Josh Barro had a good post yesterday arguing the private health insurance market is so heavily regulated and subsidized that it’s a de facto government program run through private companies. Instead of a progressive fiscal program being performed by tax collection and benefit distribution, it’s through tax subsidies to some and not others. He’s right about this, but he left out a point that explains a lot of the outrage about rate increases (David Frum’s premiums went up around 30 percent for a comparable plan.)
Imagine an alternate universe where we were implementing food stamps for the first time.
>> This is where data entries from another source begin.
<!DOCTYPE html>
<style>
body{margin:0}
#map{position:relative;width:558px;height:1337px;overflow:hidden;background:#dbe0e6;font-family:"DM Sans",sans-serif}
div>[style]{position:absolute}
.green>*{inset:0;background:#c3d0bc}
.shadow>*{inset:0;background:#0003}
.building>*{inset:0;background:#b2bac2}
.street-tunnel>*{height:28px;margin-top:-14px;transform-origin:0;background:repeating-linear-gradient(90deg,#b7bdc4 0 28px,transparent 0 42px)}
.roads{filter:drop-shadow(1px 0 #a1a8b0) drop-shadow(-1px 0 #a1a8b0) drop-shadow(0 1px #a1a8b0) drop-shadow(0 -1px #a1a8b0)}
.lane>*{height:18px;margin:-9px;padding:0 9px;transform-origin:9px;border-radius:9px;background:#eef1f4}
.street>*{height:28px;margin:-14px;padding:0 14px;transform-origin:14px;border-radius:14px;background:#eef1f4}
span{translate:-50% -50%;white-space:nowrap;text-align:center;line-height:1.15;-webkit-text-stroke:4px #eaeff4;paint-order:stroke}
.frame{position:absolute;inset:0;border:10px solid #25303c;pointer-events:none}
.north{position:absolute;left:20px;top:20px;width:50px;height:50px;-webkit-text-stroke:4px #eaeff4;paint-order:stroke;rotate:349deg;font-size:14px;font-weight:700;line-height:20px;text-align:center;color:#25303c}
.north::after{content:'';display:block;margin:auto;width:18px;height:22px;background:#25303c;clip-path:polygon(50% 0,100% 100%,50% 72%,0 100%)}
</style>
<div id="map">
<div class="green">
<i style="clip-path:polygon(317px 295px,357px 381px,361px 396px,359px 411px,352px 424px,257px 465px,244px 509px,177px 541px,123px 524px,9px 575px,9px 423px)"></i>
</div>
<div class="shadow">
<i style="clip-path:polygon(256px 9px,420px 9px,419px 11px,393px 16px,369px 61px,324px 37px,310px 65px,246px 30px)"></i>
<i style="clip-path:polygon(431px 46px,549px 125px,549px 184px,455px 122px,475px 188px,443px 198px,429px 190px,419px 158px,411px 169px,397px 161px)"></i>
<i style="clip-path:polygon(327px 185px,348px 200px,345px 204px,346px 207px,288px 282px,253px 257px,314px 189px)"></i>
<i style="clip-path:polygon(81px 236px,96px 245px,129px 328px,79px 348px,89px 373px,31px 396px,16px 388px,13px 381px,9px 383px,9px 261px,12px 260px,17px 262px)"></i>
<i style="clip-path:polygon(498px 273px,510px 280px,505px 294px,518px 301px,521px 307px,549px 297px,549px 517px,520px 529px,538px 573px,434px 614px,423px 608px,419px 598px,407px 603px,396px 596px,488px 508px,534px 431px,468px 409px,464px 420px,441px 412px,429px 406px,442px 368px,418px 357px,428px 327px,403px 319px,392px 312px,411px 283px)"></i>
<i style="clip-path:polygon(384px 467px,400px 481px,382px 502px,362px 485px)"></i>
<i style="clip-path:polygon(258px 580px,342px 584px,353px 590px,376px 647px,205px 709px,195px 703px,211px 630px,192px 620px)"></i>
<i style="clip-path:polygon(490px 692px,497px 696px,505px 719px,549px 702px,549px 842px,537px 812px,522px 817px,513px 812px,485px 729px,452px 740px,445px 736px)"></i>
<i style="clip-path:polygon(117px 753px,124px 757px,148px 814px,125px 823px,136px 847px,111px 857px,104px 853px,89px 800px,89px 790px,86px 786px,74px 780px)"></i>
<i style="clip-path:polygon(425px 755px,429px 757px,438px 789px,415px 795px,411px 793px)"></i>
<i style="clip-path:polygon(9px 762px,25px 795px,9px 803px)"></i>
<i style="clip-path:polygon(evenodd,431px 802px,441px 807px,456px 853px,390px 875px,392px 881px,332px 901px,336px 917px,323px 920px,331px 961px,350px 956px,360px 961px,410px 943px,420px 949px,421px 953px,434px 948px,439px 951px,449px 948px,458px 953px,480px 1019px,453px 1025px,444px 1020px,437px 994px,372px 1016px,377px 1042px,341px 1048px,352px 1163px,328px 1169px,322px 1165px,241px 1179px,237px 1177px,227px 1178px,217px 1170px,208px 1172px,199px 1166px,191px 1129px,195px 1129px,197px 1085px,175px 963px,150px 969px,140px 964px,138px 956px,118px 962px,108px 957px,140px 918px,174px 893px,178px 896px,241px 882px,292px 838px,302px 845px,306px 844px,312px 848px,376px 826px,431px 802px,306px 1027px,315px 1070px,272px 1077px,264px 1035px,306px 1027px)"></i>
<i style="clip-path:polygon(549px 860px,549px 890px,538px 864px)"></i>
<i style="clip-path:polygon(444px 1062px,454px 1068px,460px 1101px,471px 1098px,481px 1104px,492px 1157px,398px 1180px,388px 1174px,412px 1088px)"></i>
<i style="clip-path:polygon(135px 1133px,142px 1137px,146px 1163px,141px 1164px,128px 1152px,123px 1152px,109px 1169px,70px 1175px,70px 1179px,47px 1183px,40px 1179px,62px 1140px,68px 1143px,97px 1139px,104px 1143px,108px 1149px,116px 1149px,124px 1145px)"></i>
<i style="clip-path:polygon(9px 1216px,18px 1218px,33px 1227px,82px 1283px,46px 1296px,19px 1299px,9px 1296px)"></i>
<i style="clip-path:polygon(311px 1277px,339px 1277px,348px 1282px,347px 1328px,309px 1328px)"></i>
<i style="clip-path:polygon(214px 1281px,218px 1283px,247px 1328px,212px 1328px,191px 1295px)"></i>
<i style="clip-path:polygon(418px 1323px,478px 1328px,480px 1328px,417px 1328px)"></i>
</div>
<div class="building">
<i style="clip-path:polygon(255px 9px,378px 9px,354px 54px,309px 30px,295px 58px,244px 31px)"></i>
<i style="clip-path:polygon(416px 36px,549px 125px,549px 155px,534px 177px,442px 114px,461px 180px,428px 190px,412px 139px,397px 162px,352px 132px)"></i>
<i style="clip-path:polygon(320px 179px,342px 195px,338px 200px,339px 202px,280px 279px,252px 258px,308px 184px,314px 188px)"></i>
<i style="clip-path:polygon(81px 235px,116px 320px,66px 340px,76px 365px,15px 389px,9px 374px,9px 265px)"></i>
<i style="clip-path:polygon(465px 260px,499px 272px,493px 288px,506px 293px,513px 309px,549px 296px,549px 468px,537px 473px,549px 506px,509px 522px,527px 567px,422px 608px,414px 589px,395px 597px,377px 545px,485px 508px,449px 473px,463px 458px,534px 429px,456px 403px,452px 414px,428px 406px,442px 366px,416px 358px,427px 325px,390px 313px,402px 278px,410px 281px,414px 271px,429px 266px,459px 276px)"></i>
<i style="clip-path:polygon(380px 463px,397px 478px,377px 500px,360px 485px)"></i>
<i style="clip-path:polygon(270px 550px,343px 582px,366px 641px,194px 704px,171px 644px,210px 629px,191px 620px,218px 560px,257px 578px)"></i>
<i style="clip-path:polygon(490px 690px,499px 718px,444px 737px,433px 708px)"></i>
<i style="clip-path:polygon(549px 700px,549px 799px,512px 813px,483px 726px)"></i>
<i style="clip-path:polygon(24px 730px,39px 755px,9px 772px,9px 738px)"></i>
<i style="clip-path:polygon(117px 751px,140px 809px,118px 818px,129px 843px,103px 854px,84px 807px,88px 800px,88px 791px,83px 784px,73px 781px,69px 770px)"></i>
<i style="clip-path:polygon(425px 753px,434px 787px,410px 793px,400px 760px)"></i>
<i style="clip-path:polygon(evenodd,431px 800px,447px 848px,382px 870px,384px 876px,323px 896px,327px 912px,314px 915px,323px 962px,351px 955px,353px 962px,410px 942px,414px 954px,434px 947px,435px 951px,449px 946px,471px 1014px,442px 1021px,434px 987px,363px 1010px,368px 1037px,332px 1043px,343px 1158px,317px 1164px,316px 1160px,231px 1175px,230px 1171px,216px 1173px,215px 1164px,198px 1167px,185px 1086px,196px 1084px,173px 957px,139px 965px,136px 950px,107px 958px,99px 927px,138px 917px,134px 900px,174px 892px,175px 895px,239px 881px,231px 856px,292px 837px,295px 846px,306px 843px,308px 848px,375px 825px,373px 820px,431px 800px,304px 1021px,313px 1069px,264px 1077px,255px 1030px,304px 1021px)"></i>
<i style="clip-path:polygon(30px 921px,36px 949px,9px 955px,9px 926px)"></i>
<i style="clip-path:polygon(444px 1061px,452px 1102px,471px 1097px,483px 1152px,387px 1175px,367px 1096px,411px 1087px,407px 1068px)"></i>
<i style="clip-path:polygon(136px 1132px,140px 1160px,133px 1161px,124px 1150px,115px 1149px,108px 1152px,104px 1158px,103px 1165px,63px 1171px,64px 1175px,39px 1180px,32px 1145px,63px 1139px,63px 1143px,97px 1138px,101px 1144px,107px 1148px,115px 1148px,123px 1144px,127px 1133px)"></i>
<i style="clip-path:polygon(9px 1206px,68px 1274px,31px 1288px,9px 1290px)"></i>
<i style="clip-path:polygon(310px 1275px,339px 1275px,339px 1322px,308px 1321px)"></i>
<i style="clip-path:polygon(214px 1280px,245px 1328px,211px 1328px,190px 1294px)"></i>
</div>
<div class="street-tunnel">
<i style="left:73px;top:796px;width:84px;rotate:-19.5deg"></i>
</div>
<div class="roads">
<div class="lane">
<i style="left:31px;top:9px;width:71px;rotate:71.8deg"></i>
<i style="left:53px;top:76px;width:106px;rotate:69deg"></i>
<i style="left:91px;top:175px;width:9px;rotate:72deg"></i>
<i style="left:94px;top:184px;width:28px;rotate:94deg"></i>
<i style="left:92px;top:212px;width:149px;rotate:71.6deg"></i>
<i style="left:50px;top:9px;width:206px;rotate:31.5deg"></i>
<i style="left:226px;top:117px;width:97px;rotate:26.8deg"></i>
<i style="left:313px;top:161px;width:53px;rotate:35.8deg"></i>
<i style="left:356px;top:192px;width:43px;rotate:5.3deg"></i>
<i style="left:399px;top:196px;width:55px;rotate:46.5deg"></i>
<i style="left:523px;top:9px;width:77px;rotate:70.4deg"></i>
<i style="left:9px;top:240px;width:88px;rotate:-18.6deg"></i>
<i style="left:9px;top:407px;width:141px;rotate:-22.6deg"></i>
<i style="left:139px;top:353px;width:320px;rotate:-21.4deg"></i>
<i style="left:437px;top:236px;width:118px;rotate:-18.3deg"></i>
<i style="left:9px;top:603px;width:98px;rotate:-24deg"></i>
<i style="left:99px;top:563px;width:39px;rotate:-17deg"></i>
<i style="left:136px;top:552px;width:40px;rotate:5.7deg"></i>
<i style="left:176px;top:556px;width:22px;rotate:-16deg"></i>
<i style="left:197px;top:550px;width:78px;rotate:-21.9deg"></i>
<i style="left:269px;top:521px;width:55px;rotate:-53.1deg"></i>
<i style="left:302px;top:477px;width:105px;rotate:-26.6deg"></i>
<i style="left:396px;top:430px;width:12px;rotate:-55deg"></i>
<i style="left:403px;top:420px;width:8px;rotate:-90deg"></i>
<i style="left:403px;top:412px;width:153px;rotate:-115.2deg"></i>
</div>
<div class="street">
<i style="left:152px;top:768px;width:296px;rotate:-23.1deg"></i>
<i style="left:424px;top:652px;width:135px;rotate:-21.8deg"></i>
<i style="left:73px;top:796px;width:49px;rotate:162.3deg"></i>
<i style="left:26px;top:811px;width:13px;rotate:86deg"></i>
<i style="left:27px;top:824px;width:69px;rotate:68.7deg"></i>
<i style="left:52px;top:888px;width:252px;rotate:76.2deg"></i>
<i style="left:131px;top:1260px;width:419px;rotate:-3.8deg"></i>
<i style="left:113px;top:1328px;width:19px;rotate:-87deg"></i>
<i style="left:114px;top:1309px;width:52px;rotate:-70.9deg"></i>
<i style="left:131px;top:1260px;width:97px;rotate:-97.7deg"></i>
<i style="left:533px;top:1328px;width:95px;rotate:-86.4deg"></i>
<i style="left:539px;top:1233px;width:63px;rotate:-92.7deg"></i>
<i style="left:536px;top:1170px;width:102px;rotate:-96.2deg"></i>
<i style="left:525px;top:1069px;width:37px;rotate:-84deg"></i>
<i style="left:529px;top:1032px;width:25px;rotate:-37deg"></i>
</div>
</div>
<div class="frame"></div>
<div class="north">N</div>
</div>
Instead of increasing taxes on higher tax brackets to pay for it, the government set up a special computer system at grocery stores. Each time someone in those higher tax brackets stepped up to the cashier, their prices would be 30 percent more than they’d been paying. That same price would then be subtracted from poorer people’s grocery bills. Seeing the same groceries you bought last month ago jump from $100 to $130 would make even the most sanguine of bleeding-heart liberals grumble about how terrible that god damn Obama-stamp program was.
The point being, this is the rare case where hiding a tax increase probably makes the policy it’s supporting less popular. People see transactions in private markets (or what appear to be private markets) as separate from the responsibilities owed to others. Hiding redistribution in private product’s price increases siphons any of the communitarian spirit that citizens get from paying taxes in the first place.